Copy every line of the data that includes the string "Minified".

Segment Start: Material shown

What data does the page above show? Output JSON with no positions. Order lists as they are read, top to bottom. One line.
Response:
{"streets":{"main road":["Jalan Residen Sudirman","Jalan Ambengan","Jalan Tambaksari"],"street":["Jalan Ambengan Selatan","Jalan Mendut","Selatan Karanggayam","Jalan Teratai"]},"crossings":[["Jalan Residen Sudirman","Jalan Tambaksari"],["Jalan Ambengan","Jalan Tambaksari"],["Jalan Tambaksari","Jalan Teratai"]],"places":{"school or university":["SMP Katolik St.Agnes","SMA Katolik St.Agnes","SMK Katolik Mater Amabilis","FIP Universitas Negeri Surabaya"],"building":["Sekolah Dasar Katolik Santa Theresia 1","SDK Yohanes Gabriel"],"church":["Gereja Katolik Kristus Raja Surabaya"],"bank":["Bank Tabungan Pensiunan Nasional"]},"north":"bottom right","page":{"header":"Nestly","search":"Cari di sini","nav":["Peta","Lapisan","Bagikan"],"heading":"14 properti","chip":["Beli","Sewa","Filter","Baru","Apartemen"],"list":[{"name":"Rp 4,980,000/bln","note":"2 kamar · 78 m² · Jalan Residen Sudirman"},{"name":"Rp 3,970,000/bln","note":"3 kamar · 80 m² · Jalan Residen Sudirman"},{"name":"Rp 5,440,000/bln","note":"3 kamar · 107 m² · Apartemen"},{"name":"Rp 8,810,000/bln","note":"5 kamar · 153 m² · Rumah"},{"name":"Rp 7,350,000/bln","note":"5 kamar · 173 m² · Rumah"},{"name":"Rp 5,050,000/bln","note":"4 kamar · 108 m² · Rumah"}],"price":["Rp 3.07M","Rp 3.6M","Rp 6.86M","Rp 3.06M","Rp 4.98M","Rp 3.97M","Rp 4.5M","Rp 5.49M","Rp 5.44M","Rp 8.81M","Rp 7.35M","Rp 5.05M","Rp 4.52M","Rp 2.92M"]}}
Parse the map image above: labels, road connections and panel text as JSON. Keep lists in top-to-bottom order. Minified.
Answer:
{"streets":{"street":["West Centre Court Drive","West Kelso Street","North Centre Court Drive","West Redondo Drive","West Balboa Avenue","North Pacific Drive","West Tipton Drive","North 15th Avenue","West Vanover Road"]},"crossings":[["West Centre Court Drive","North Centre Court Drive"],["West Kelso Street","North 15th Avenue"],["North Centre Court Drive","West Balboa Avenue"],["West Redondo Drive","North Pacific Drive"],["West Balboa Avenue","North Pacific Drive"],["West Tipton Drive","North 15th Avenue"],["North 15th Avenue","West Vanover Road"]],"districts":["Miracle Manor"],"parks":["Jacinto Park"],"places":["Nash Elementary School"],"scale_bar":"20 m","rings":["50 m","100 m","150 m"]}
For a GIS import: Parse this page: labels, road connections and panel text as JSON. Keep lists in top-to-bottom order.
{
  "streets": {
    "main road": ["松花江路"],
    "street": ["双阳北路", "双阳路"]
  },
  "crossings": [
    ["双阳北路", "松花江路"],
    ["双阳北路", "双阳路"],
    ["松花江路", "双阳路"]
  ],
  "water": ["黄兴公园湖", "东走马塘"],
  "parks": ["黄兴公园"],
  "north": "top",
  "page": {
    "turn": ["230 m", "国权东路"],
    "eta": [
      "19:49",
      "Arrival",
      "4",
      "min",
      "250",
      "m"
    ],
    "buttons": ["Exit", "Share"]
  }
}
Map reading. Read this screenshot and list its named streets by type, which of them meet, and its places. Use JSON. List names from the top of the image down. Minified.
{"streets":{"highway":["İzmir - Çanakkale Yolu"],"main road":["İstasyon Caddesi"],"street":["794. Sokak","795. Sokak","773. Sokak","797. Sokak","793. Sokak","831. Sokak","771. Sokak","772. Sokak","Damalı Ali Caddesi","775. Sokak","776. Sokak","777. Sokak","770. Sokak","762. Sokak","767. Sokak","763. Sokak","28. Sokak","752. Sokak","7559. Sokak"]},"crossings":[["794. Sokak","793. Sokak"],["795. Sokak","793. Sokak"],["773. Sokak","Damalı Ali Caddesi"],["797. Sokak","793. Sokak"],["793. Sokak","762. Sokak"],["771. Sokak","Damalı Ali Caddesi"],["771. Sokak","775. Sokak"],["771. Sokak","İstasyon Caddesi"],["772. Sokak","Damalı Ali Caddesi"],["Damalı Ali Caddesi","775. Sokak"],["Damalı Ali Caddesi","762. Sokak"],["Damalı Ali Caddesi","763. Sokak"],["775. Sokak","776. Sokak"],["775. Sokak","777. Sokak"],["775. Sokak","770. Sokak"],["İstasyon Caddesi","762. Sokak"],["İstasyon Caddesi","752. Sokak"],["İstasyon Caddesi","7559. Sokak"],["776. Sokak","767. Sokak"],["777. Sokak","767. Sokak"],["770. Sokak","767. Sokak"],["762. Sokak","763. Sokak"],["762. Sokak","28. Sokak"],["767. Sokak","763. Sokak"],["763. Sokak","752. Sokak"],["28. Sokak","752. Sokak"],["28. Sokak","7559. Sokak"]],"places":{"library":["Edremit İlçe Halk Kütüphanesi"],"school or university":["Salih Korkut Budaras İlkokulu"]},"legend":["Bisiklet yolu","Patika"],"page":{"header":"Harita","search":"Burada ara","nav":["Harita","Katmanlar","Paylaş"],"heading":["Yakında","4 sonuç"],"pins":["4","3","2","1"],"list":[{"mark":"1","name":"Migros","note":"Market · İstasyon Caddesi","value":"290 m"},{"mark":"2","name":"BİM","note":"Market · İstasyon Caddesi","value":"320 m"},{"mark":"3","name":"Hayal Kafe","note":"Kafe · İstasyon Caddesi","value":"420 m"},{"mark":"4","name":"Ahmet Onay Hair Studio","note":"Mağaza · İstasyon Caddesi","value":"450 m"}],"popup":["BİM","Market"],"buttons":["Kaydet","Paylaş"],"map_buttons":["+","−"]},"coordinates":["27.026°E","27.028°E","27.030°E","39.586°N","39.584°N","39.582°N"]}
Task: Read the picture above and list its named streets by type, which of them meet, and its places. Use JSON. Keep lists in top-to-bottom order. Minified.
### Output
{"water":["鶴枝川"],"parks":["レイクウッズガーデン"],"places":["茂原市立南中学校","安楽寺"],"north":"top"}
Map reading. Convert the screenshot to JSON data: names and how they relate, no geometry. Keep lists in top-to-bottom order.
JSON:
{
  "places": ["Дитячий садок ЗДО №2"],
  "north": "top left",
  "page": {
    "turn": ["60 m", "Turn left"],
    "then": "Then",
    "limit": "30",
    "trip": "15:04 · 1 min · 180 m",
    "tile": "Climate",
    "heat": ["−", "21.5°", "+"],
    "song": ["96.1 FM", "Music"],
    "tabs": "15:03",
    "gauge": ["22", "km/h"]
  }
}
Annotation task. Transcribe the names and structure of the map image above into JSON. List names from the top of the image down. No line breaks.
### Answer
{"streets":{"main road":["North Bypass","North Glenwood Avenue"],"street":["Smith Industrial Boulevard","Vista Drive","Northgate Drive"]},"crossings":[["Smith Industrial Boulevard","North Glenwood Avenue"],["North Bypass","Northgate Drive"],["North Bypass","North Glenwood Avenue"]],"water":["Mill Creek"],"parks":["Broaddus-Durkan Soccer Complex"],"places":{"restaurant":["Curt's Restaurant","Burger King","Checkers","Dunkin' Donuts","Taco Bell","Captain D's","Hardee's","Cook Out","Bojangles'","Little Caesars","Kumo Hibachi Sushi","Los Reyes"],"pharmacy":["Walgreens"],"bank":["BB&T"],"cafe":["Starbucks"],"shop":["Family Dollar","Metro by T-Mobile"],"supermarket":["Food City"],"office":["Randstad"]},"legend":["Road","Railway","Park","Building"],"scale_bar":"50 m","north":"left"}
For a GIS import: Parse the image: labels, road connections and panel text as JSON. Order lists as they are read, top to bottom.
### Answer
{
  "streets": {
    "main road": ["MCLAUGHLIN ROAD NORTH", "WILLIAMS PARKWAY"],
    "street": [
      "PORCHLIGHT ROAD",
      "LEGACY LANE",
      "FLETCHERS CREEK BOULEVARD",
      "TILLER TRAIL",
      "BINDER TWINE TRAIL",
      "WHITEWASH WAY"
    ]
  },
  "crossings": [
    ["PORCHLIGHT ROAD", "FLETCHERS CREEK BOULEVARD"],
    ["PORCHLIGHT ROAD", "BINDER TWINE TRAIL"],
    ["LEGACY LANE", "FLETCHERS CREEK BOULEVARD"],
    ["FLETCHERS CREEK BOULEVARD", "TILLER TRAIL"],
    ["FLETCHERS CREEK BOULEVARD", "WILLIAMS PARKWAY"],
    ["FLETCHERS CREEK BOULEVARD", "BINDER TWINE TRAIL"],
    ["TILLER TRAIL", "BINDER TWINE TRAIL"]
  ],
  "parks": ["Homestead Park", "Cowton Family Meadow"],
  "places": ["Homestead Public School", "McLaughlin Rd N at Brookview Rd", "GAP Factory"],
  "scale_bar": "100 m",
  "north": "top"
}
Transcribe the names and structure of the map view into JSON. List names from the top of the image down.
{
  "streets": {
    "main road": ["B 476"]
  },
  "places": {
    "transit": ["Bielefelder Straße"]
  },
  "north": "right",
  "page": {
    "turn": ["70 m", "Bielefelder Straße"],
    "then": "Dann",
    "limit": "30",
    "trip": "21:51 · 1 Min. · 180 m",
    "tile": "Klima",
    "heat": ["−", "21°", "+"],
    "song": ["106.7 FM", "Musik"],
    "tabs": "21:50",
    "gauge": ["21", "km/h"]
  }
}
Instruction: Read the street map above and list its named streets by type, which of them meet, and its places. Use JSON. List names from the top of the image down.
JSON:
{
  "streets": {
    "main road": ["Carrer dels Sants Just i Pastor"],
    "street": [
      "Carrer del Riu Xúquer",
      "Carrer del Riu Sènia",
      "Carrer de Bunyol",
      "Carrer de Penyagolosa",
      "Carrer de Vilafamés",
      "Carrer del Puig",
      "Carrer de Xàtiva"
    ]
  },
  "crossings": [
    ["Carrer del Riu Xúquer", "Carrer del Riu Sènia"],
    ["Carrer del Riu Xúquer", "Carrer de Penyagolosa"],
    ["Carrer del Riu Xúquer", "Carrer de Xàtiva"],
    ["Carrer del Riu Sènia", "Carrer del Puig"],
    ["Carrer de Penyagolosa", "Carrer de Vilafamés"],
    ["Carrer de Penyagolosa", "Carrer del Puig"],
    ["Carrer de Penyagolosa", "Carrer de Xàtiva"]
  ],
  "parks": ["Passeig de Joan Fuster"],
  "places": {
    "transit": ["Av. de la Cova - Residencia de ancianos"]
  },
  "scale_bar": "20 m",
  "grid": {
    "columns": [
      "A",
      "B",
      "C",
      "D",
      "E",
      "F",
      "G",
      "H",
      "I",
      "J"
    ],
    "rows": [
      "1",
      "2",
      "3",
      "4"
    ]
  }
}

Segment End: Material shown

### Completed exercise
Parse the map image above: labels, road connections and panel text as JSON. Keep lists in top-to-bottom order. Minified.
Map reading. Read this screenshot and list its named streets by type, which of them meet, and its places. Use JSON. List names from the top of the image down. Minified.
Task: Read the picture above and list its named streets by type, which of them meet, and its places. Use JSON. Keep lists in top-to-bottom order. Minified.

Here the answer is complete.